◆ Exercise brief
Would you print every entry below exactly as written, omitting the images?

►

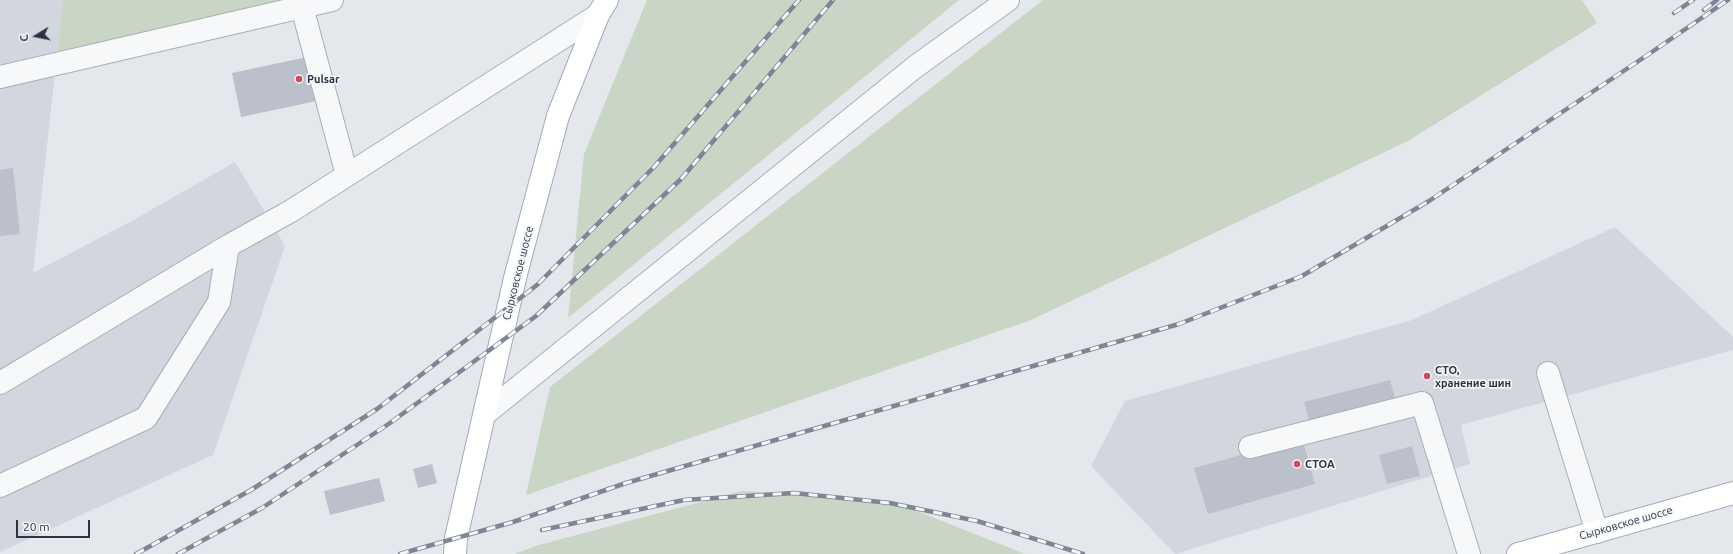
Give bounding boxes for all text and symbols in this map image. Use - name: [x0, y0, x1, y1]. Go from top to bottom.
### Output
- north arrow: [16, 16, 56, 56]
- text: С: [18, 34, 31, 43]
- place label: Pulsar: [307, 72, 339, 86]
- marker: Pulsar: [294, 74, 304, 84]
- street label: Сырковское шоссе: [500, 225, 536, 321]
- place label: СТО, хранение шин: [1435, 363, 1511, 389]
- marker: СТО, хранение шин: [1422, 371, 1432, 381]
- place label: СТОА: [1305, 457, 1335, 471]
- marker: СТОА: [1292, 459, 1302, 469]
- street label: Сырковское шоссе: [1578, 503, 1674, 543]
- scale bar: [18, 512, 92, 538]
- text: 20 m: [23, 520, 50, 533]

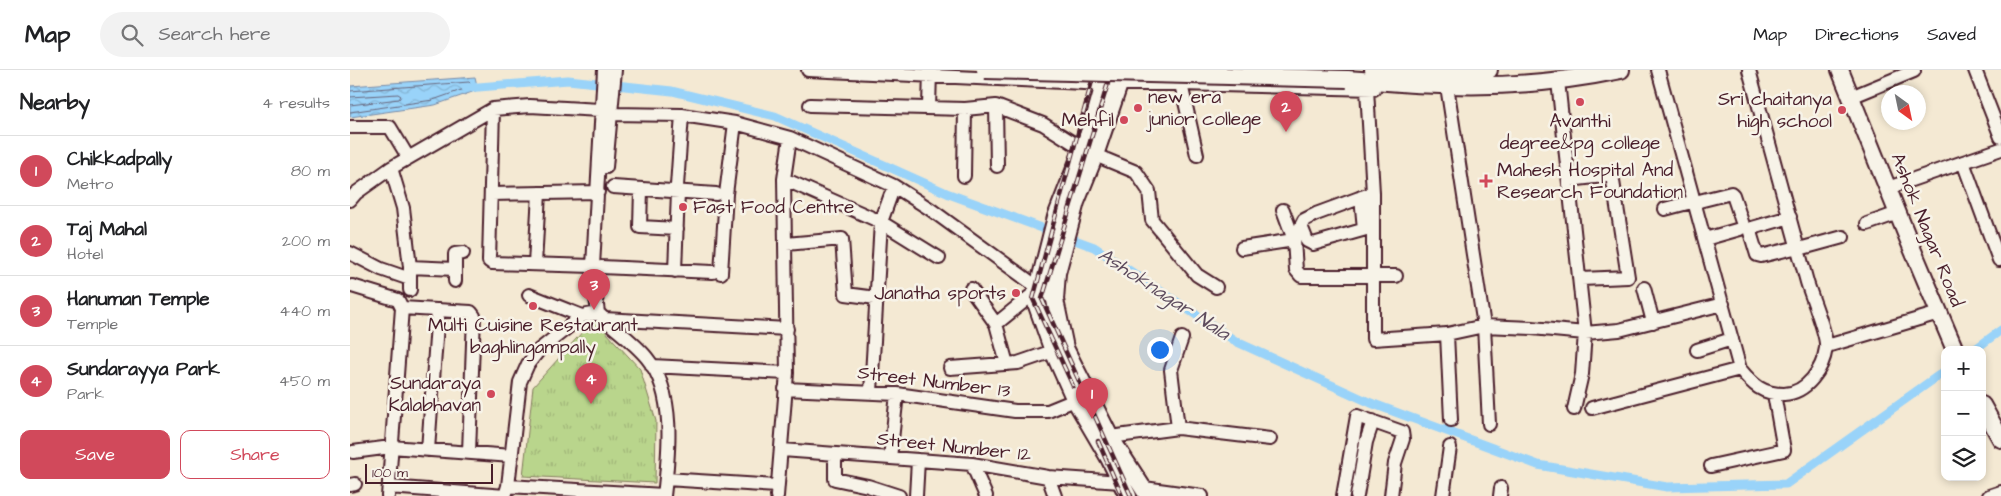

◄

◆ Worked solution
Give bounding boxes for all text and symbols in this map image. Use - name: [x0, y0, x1, y1]. Go from top to bottom.
### Output
- north arrow: [16, 16, 56, 56]
- text: С: [18, 34, 31, 43]
- place label: Pulsar: [307, 72, 339, 86]
- marker: Pulsar: [294, 74, 304, 84]
- street label: Сырковское шоссе: [500, 225, 536, 321]
- place label: СТО, хранение шин: [1435, 363, 1511, 389]
- marker: СТО, хранение шин: [1422, 371, 1432, 381]
- place label: СТОА: [1305, 457, 1335, 471]
- marker: СТОА: [1292, 459, 1302, 469]
- street label: Сырковское шоссе: [1578, 503, 1674, 543]
- scale bar: [18, 512, 92, 538]
- text: 20 m: [23, 520, 50, 533]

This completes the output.